:: What you should do ::
Copy out every line of the records in which "solid" can be found.
+++
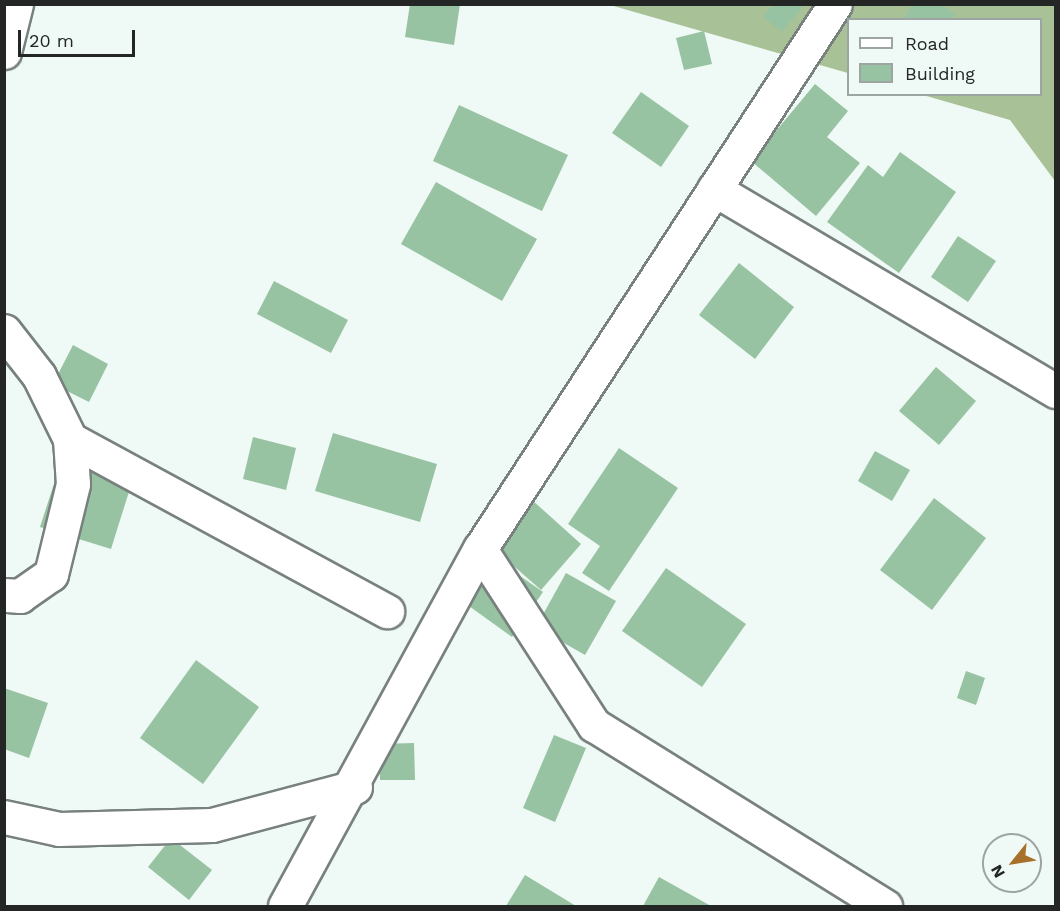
<!DOCTYPE html>
<html>
<head>
<meta charset="utf-8">
<style>
  body { margin:0 }
  #map { position:relative; width:1060px; height:911px; overflow:hidden; background:#eff9f5; font-family:"Work Sans",sans-serif }
  div>[style] { position:absolute }
  .forest>* { inset:0; background:#a9c196 }
  .building>* { inset:0; background:#98c3a2 }
  .roads { filter:drop-shadow(2px 0 #78817e) drop-shadow(-2px 0 #78817e) drop-shadow(0 2px #78817e) drop-shadow(0 -2px #78817e) }
  .street>* { height:33px; margin:-16.5px; padding:0 16.5px; transform-origin:16.5px; border-radius:16.5px; background:#fff }
  span { translate:-50% -50%; white-space:nowrap; text-align:center; line-height:1.15; -webkit-text-stroke:6px #eff9f5; paint-order:stroke }
  .frame { position:absolute; inset:0; border:6px solid #232625; pointer-events:none }
  .legend { position:absolute; left:847px; top:18px; width:195px; height:78px; box-sizing:border-box; background:#eff9f5; border:2px solid #9da5a2; margin:0; padding:8px 10px; list-style:none; font-size:18px; color:#232625 }
  .legend li { display:flex; align-items:center; gap:12px; height:30px }
  .legend b { width:30px; border:2px solid #9da5a2 }
  .north { position:absolute; left:982px; top:833px; width:60px; height:60px; box-sizing:border-box; background:#eff9f5; border:2px solid #9da5a2; border-radius:50%; rotate:240deg; font-size:16px; font-weight:700; line-height:24px; text-align:center; color:#232625 }
  .north::after { content:''; display:block; margin:auto; width:21px; height:27px; background:#a7712b; clip-path:polygon(50% 0,100% 100%,50% 72%,0 100%) }
  .scale { position:absolute; left:18px; top:30px; width:117px; height:27px; box-sizing:border-box; border:3px solid #232625; border-top:0; padding-left:8px; font-size:18px; line-height:21px; white-space:nowrap; color:#232625; -webkit-text-stroke:4px #eff9f5; paint-order:stroke }
</style>
</head>
<body>
<div id="map">
  <div class="forest">
    <div style="clip-path:polygon(610px 5px,1055px 5px,1055px 181px,1010px 120px,923px 95px,1040px 94px,1040px 20px,848px 20px,848px 73px)"></div>
  </div>
  <div class="building">
    <div style="clip-path:polygon(410px 4px,460px 4px,454px 45px,405px 37px)"></div>
    <div style="clip-path:polygon(774px 4px,805px 4px,782px 32px,763px 17px)"></div>
    <div style="clip-path:polygon(911px 4px,939px 4px,955px 14px,952px 20px,904px 20px)"></div>
    <div style="clip-path:polygon(704px 31px,712px 64px,684px 70px,676px 38px)"></div>
    <div style="clip-path:polygon(815px 84px,848px 111px,827px 137px,860px 163px,816px 216px,751px 161px)"></div>
    <div style="clip-path:polygon(641px 92px,689px 126px,661px 167px,612px 133px)"></div>
    <div style="clip-path:polygon(459px 105px,568px 155px,542px 211px,433px 161px)"></div>
    <div style="clip-path:polygon(900px 152px,956px 192px,899px 273px,827px 222px,868px 165px,883px 177px)"></div>
    <div style="clip-path:polygon(436px 182px,537px 239px,502px 301px,401px 244px)"></div>
    <div style="clip-path:polygon(958px 236px,996px 261px,968px 302px,931px 277px)"></div>
    <div style="clip-path:polygon(739px 263px,794px 307px,755px 359px,699px 315px)"></div>
    <div style="clip-path:polygon(274px 281px,348px 320px,331px 353px,257px 314px)"></div>
    <div style="clip-path:polygon(73px 345px,108px 364px,89px 402px,53px 384px)"></div>
    <div style="clip-path:polygon(936px 367px,976px 401px,939px 445px,899px 411px)"></div>
    <div style="clip-path:polygon(333px 433px,437px 464px,420px 522px,315px 491px)"></div>
    <div style="clip-path:polygon(253px 437px,296px 448px,286px 490px,243px 479px)"></div>
    <div style="clip-path:polygon(619px 448px,678px 488px,609px 591px,582px 573px,600px 546px,568px 524px)"></div>
    <div style="clip-path:polygon(875px 451px,910px 470px,892px 501px,858px 481px)"></div>
    <div style="clip-path:polygon(62px 459px,132px 482px,111px 549px,40px 527px)"></div>
    <div style="clip-path:polygon(934px 498px,986px 538px,932px 610px,880px 570px)"></div>
    <div style="clip-path:polygon(532px 500px,581px 544px,541px 590px,492px 547px)"></div>
    <div style="clip-path:polygon(486px 552px,543px 592px,512px 637px,455px 596px)"></div>
    <div style="clip-path:polygon(666px 568px,746px 624px,702px 687px,622px 631px)"></div>
    <div style="clip-path:polygon(566px 573px,616px 601px,585px 655px,536px 627px)"></div>
    <div style="clip-path:polygon(196px 660px,259px 707px,203px 784px,140px 738px)"></div>
    <div style="clip-path:polygon(966px 671px,985px 678px,976px 705px,957px 698px)"></div>
    <div style="clip-path:polygon(4px 688px,48px 703px,29px 758px,4px 749px)"></div>
    <div style="clip-path:polygon(554px 735px,586px 748px,555px 822px,523px 808px)"></div>
    <div style="clip-path:polygon(414px 743px,415px 780px,380px 780px,379px 744px)"></div>
    <div style="clip-path:polygon(171px 838px,212px 870px,189px 900px,148px 867px)"></div>
    <div style="clip-path:polygon(525px 875px,576px 906px,506px 906px)"></div>
    <div style="clip-path:polygon(659px 877px,711px 906px,643px 906px)"></div>
  </div>
  <div class="roads">
    <div class="street">
      <div style="left:4px;top:52px;width:49px;rotate:-76deg"></div>
      <div style="left:714px;top:189px;width:397px;rotate:30.6deg"></div>
      <div style="left:4px;top:331px;width:57px;rotate:52.1deg"></div>
      <div style="left:39px;top:376px;width:70px;rotate:63.8deg"></div>
      <div style="left:70px;top:439px;width:45px;rotate:86.2deg"></div>
      <div style="left:73px;top:484px;width:93px;rotate:103.7deg"></div>
      <div style="left:51px;top:574px;width:38px;rotate:145deg"></div>
      <div style="left:20px;top:596px;width:16px;rotate:-176deg"></div>
      <div style="left:70px;top:439px;width:361px;rotate:28.5deg"></div>
      <div style="left:480px;top:549px;width:210px;rotate:57.1deg"></div>
      <div style="left:594px;top:725px;width:343px;rotate:31.9deg"></div>
      <div style="left:4px;top:817px;width:56px;rotate:12.3deg"></div>
      <div style="left:59px;top:829px;width:153px;rotate:-1.5deg"></div>
      <div style="left:212px;top:825px;width:148px;rotate:-14.9deg"></div>
      <div style="left:285px;top:906px;width:407px;rotate:-61.4deg"></div>
      <div style="left:480px;top:549px;width:650px;rotate:-56.92deg"></div>
    </div>
  </div>
  <div class="frame"></div>
  <ul class="legend">
  <li><b style="height:8px;background:#fff"></b>Road</li>
  <li><b style="height:16px;background:#98c3a2"></b>Building</li>
  </ul>
  <div class="north">N</div>
  <div class="scale">20 m</div>
</div>
</body>
</html>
+++
:: Output below ::
  .frame { position:absolute; inset:0; border:6px solid #232625; pointer-events:none }
  .legend { position:absolute; left:847px; top:18px; width:195px; height:78px; box-sizing:border-box; background:#eff9f5; border:2px solid #9da5a2; margin:0; padding:8px 10px; list-style:none; font-size:18px; color:#232625 }
  .legend b { width:30px; border:2px solid #9da5a2 }
  .north { position:absolute; left:982px; top:833px; width:60px; height:60px; box-sizing:border-box; background:#eff9f5; border:2px solid #9da5a2; border-radius:50%; rotate:240deg; font-size:16px; font-weight:700; line-height:24px; text-align:center; color:#232625 }
  .scale { position:absolute; left:18px; top:30px; width:117px; height:27px; box-sizing:border-box; border:3px solid #232625; border-top:0; padding-left:8px; font-size:18px; line-height:21px; white-space:nowrap; color:#232625; -webkit-text-stroke:4px #eff9f5; paint-order:stroke }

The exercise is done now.